The question before us at the moment, though, is not whether we have jurisdiction to consider the case on the merits, but whether we have jurisdiction to consider whether a COA should issue. It has always been the case that, even where we lack jurisdiction to consider an appeal on the merits, we retain jurisdiction to determine our own jurisdiction. See Martin v. Halliburton, 618 F.3d 476, 481 (5th Cir.2010) (citing Henry v. Lake Charles Am. Press, L.L.C., 566 F.3d 164, 169 (5th Cir.2009)). Similarly, the absence of a district court grant of a COA does not prevent us from considering whether to grant a COA ourselves. See 28 U.S.C. § 2253(c)(1) (permitting a “circuit justice or judge” to grant a COA). As the majority rightly points out, though, we have held that the district court’s failure to consider a COA — that is, its failure to rule one way or the other — prevents us from doing so ourselves. See, e.g., Brewer v. Quarterman, 475 F.3d 253, 255 (5th Cir.2006) (per curiam); Sonnier v. Johnson, 161 F.3d 941, 945-46 (5th Cir.1998) (per curiam); Whitehead v. Johnson, 157 F.3d 384, 388 (5th Cir.1998) (per curiam); United States v. Youngblood, 116 F.3d 1113, 1115 (5th Cir.1997) (per curiam). None of the cases on which the majority relies, however, address whether Rule 2 of the Rules of Appellate Procedure might, in select circumstances, permit us to suspend the requirement that the district court make the initial COA determination and make our own COA ruling instead.1

The majority does not seem to dispute that, under our precedents, the prior consideration requirement is — or, at least until recently,2 was — a feature of the Rules of Appellate Procedure, specifically Rule 22. The requirement would therefore seem to fall within the textual scope of Rule 2. The majority nevertheless concludes that Rule 2 is not available because the district *450court’s failure to rule on the COA presents a jurisdictional bar, and Rule 2 does not permit us to suspend a jurisdictional requirement. Based on my review of our case law, however, whether the “prior district court consideration” requirement is jurisdictional is not the open-and-shut case the majority makes it out to be. Our precedents recognizing this requirement can be traced to Muniz v. Johnson, in which we interpreted the version of Rule 22 in effect at the time to require that:

A district court must deny the COA before a petitioner can request one from this court. The rule contemplates that the district court will make the first judgment whether a COA should issue and on which issues, and that the circuit court will be informed by the district court’s determination in its own decisionmaking.
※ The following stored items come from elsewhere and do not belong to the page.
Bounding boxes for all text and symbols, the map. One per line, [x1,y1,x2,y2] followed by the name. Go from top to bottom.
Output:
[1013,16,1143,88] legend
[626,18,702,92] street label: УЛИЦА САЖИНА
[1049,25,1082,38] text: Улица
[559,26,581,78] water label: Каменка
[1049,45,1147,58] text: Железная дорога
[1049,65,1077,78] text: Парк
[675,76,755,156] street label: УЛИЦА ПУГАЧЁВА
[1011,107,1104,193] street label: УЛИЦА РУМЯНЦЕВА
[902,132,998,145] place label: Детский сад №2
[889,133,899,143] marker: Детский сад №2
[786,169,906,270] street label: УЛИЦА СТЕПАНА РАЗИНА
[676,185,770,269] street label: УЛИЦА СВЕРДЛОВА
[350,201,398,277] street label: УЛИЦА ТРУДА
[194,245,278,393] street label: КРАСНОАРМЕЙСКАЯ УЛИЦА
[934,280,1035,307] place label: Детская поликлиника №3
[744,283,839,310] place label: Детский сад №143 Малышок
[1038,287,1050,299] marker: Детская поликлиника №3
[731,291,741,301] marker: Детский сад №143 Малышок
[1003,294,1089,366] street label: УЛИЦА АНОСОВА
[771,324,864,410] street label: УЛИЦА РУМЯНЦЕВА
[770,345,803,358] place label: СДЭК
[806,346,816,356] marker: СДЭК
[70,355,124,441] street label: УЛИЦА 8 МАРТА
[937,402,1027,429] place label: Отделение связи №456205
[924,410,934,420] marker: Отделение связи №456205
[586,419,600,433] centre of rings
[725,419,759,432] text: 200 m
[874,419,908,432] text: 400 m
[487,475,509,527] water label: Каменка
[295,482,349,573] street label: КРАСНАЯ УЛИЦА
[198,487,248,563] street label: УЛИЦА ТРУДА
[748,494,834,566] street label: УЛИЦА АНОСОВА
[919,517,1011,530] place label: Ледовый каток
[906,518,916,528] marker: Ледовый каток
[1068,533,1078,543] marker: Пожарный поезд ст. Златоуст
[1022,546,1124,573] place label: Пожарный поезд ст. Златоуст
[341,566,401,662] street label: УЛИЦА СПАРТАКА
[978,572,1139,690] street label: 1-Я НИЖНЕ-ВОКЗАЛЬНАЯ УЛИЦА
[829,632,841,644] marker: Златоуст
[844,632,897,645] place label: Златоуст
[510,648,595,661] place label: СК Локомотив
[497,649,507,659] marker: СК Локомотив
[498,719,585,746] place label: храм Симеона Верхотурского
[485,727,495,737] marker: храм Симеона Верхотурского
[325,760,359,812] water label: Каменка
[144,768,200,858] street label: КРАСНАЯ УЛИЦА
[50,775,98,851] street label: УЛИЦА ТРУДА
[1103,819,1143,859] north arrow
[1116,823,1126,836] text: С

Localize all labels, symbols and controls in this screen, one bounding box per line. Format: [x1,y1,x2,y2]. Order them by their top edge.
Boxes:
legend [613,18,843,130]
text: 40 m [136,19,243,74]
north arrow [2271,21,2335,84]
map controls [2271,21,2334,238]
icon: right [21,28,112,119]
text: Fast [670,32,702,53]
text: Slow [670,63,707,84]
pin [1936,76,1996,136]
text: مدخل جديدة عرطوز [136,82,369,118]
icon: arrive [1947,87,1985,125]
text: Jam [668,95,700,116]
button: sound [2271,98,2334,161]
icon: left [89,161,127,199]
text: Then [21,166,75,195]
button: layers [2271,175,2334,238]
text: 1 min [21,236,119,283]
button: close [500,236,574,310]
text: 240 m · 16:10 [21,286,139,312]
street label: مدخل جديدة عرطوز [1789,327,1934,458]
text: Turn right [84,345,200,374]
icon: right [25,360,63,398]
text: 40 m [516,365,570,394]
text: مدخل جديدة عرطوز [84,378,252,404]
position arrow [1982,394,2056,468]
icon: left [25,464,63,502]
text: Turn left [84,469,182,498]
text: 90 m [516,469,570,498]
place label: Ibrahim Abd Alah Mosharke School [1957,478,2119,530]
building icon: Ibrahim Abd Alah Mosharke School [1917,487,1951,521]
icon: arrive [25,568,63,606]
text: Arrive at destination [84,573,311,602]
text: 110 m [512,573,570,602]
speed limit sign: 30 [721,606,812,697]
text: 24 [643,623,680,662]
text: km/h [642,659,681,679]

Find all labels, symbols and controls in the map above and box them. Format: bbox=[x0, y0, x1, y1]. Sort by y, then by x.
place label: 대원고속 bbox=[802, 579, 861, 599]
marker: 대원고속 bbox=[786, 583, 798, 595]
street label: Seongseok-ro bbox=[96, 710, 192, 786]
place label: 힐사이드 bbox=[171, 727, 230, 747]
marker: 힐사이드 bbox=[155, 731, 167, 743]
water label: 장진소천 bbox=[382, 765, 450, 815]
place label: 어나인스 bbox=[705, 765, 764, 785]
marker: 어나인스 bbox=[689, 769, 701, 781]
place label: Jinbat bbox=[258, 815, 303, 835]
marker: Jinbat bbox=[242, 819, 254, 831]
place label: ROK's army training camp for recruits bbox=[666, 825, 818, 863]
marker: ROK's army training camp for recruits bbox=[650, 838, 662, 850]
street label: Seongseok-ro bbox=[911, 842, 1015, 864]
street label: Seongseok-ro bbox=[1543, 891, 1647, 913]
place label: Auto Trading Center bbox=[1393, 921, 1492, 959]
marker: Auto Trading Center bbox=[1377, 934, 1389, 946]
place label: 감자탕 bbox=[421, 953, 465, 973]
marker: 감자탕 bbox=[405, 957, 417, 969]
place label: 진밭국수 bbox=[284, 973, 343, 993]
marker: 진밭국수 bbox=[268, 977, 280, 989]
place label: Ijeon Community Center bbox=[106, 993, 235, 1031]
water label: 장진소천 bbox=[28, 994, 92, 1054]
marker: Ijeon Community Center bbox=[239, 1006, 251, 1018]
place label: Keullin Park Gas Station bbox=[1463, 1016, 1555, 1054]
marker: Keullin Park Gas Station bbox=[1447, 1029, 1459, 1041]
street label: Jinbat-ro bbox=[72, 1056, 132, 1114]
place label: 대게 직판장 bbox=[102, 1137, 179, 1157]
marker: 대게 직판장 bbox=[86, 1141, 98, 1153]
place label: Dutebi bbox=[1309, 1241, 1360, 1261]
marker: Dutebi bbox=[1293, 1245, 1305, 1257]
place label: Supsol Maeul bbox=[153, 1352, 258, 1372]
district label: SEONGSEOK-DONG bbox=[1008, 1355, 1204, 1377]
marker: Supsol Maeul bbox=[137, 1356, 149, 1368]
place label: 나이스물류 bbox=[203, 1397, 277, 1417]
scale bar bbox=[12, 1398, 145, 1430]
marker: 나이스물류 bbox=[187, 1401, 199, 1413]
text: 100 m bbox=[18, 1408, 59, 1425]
114 F.3d 43, 45 (5th Cir.1997). We listed three reasons, other than the text of Rule 22; for our holding: first, that “deciding the COA issue ourselves risks inconsistent adjudication,” because the district court had already acted under pre-AEDPA certificate of probable cause (“CPC”) procedures and our consideration of the same issues under the rubric of a COA might create a conflict; next, that the district court possessed “superior familiarity with th[e] habeas petition” in light of “[i]ts considerable experience with th[e] case;” and finally, “that two of our sister circuits [ (the Seventh and Sixth) ] ha[d] taken the same action in almost identical situations.” Id. at 45-46. None of the rationales so much as mention our jurisdiction.

The language of jurisdiction, however, did quickly find its way into our jurisprudence on this issue. In Whitehead v. Johnson, for example, the district court dismissed the prisoner’s application for failure to exhaust state remedies and denied his request for a COA; we reversed the holding that he failed to exhaust his state claim, and we remanded for reconsideration on the merits, observing that we had appellate “jurisdiction to consider whether to grant or deny a COA on the issue of exhaustion only, because that is the only issue addressed in the district court’s COA determination.” 157 F.3d at 386-88. And, of course, we issued the numerous opinions relied upon by the majority suggesting that the lack of a district court COA ruling causes us to be without jurisdiction. See Sonnier, 161 F.3d at 945-46 (“Compliance with the COA requirement of 28 U.S.C. § 2253(c) is jurisdictional, and the lack of a ruling on a COA in the district court causes this court to be without jurisdiction to consider the appeal.”); Whitehead, 157 F.3d at 388 (“Compliance with the COA requirement of 28 U.S.C. § 2253(c) is jurisdictional, and the lack of a ruling on a COA in the district court causes this court to be without jurisdiction to consider the appeal.”); Youngblood, 116 F.3d at 1115 (5th Cir.1997) (“[Jjurisdiction is not vested in this Court because the district court has not yet considered whether [a] COA should issue.”).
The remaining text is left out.